In 2017, 52 new products entered the U.S. marketplace with something in common: All of them were based on University of Georgia ideas. In 52 different ways, UGA research was applied for public benefit beyond the traditional route of academic publication. Fifty-two innovations were injected directly into the commercial sphere.

Those 52 products were enough to lead the nation that fiscal year for university technologies brought to market, and in 2019 UGA went one better with 53 products brought to market.

How were all those products created? After all, UGA is a university, not a company equipped with manufacturing facilities, supply chains or distribution networks. No, each product was created after UGA licensed its underlying intellectual property—born of the research that goes on every day in UGA labs—to an outside company that in turn developed the IP into a commercial product.

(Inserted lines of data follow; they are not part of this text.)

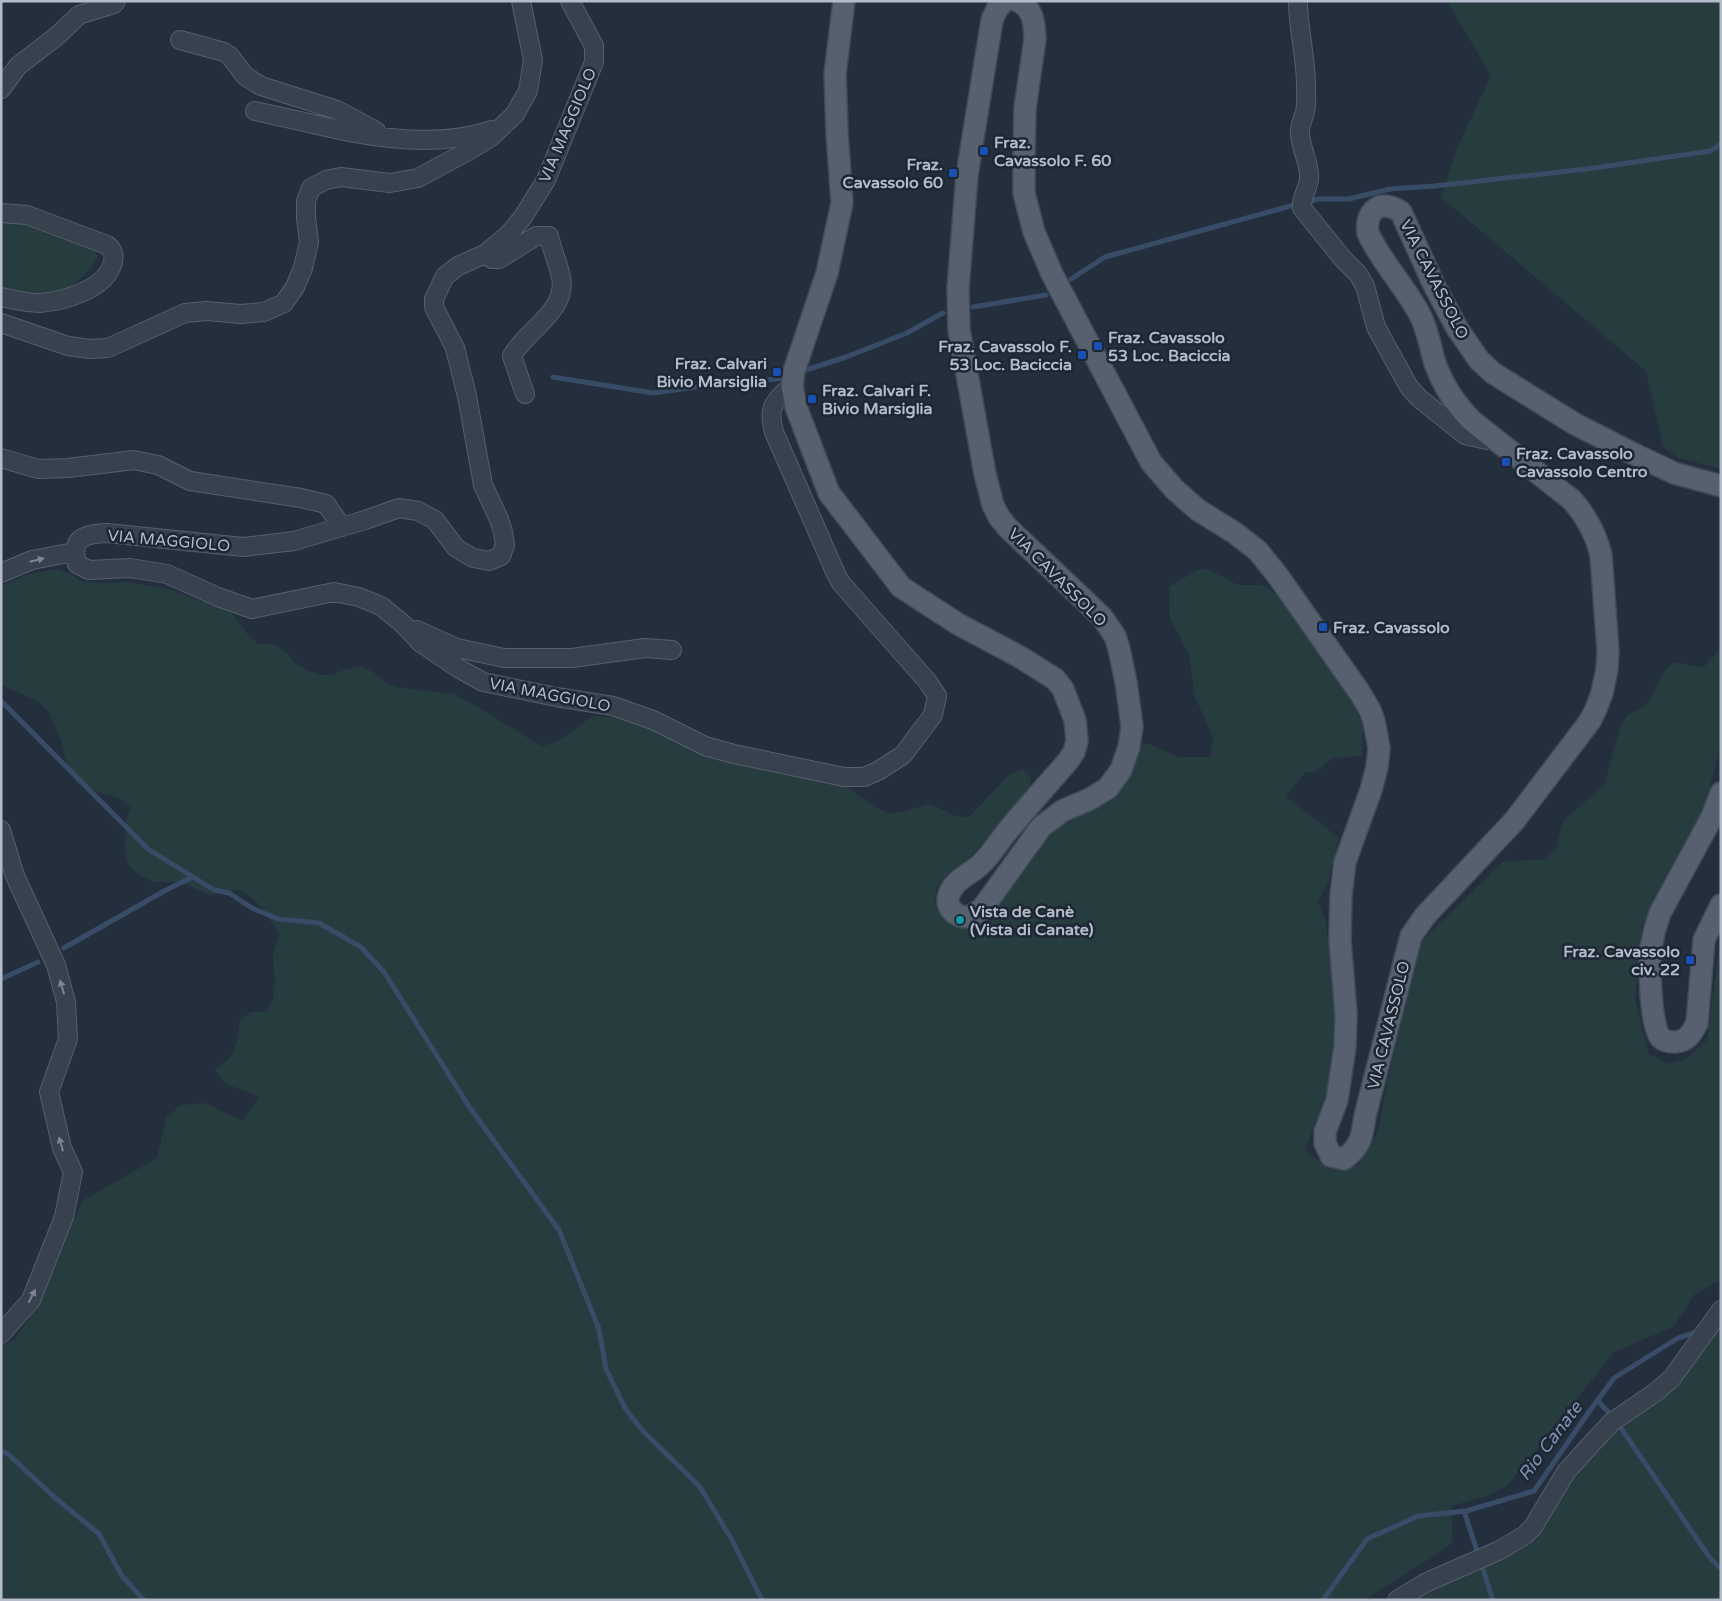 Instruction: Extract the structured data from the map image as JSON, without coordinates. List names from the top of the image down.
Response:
{
  "streets": {
    "main road": ["VIA CAVASSOLO"],
    "street": ["VIA MAGGIOLO"]
  },
  "crossings": [
    ["VIA MAGGIOLO", "VIA CAVASSOLO"]
  ],
  "water": ["Rio Canate"],
  "places": {
    "transit": [
      "Fraz. Cavassolo F. 60",
      "Fraz. Cavassolo 60",
      "Fraz. Cavassolo 53 Loc. Baciccia",
      "Fraz. Cavassolo F. 53 Loc. Baciccia",
      "Fraz. Calvari Bivio Marsiglia",
      "Fraz. Calvari F. Bivio Marsiglia",
      "Fraz. Cavassolo Cavassolo Centro",
      "Fraz. Cavassolo",
      "Fraz. Cavassolo civ. 22"
    ],
    "other": ["Vista de Canè (Vista di Canate)"]
  }
} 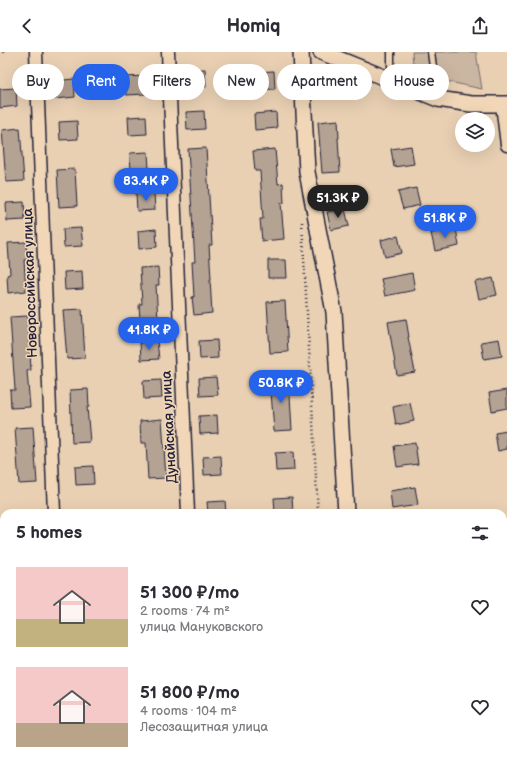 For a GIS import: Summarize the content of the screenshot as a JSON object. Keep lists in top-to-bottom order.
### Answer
{
  "streets": {
    "street": ["Новороссийская улица", "Дунайская улица"]
  },
  "page": {
    "header": "Homiq",
    "chip": [
      "Buy",
      "Rent",
      "Filters",
      "New",
      "Apartment",
      "House"
    ],
    "price": [
      "83.4K ₽",
      "51.3K ₽",
      "51.8K ₽",
      "41.8K ₽",
      "50.8K ₽"
    ],
    "heading": "5 homes",
    "list": [
      {
        "name": "51 300 ₽/mo",
        "note": "2 rooms · 74 m² · улица Мануковского"
      },
      {
        "name": "51 800 ₽/mo",
        "note": "4 rooms · 104 m² · Лесозащитная улица"
      }
    ]
  }
}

graphic: #1 among U.S. universities for new products to market in FY17 and #4 among U.S. universities for intellectual property licenses executed
Source: Association of University Technology Managers survey

This cycle of IP licensing and commercialization has been going strong at UGA for four decades, longer than all but a few university peers, and it is central to the university’s Innovation District initiative. Yet even as these activities have taken off not just at UGA but around the country, “technology transfer” and commercialization are not universally understood terms in academe. Even the faculty who participate often are not familiar with their complexity.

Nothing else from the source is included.